— TASK TO COMPLETE —
Transcribe the records below in full; pictures stay out of the copy.

%%

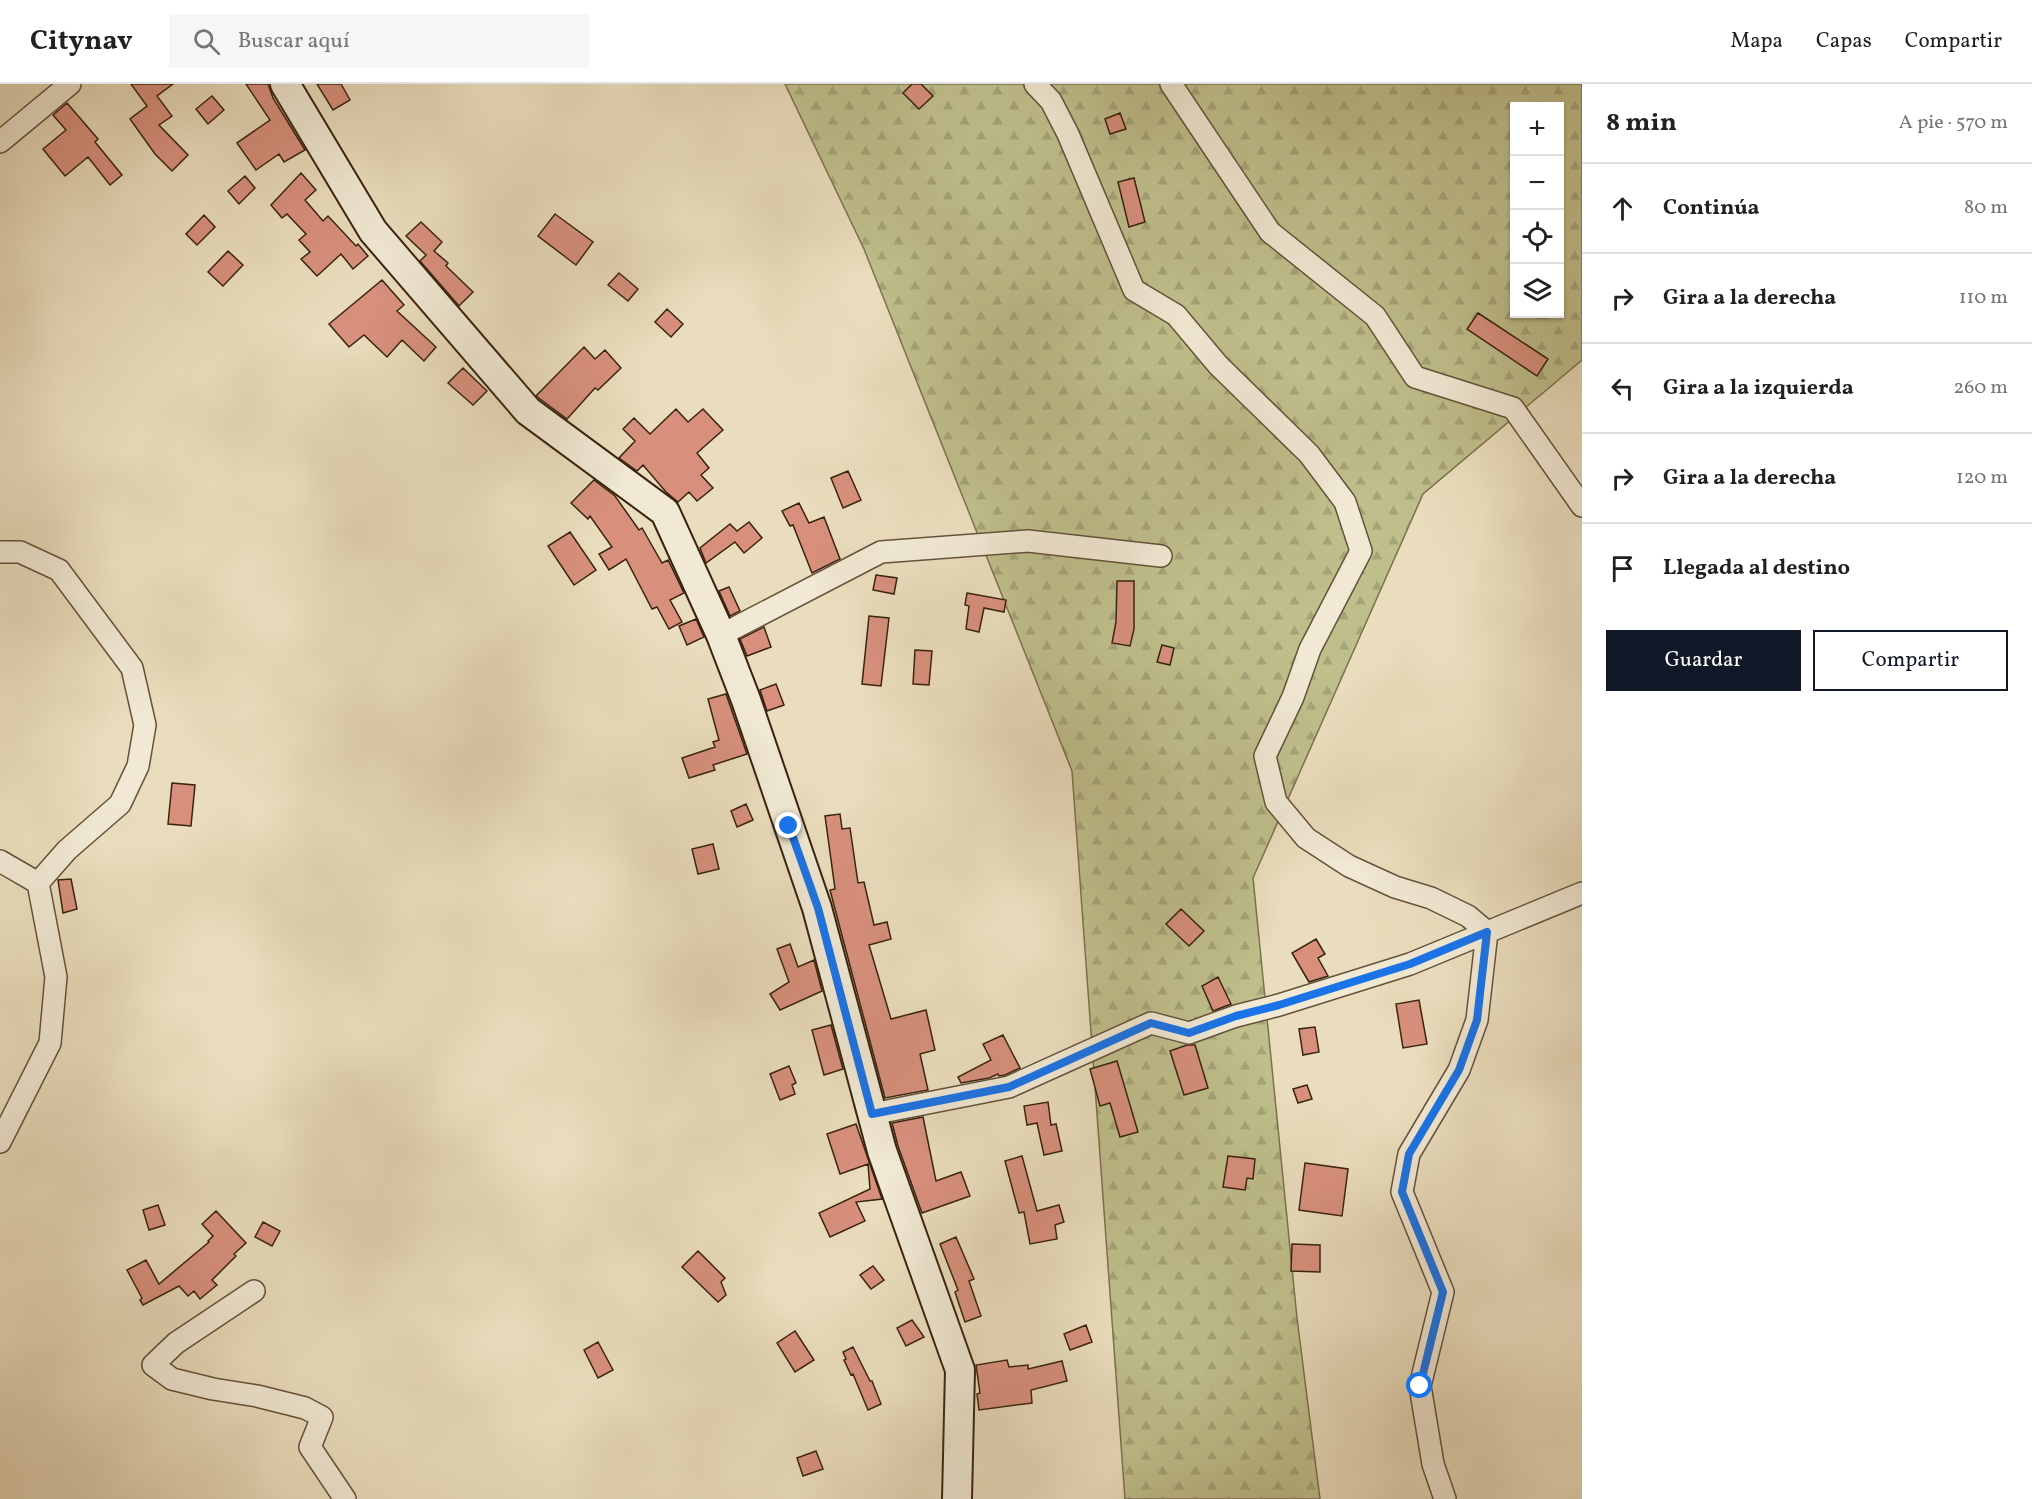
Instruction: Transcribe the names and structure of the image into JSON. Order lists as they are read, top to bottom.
{
  "page": {
    "header": "Citynav",
    "search": "Buscar aquí",
    "nav": ["Mapa", "Capas", "Compartir"],
    "heading": ["8 min", "A pie · 570 m"],
    "map_buttons": ["+", "−"],
    "list": [
      ["Continúa", "80 m"],
      ["Gira a la derecha", "110 m"],
      ["Gira a la izquierda", "260 m"],
      ["Gira a la derecha", "120 m"],
      "Llegada al destino"
    ],
    "buttons": ["Guardar", "Compartir"]
  }
}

%%

— RESPONSE AREA —
Instruction: Transcribe the names and structure of the image into JSON. Order lists as they are read, top to bottom.
{
  "page": {
    "header": "Citynav",
    "search": "Buscar aquí",
    "nav": ["Mapa", "Capas", "Compartir"],
    "heading": ["8 min", "A pie · 570 m"],
    "map_buttons": ["+", "−"],
    "list": [
      ["Continúa", "80 m"],
      ["Gira a la derecha", "110 m"],
      ["Gira a la izquierda", "260 m"],
      ["Gira a la derecha", "120 m"],
      "Llegada al destino"
    ],
    "buttons": ["Guardar", "Compartir"]
  }
}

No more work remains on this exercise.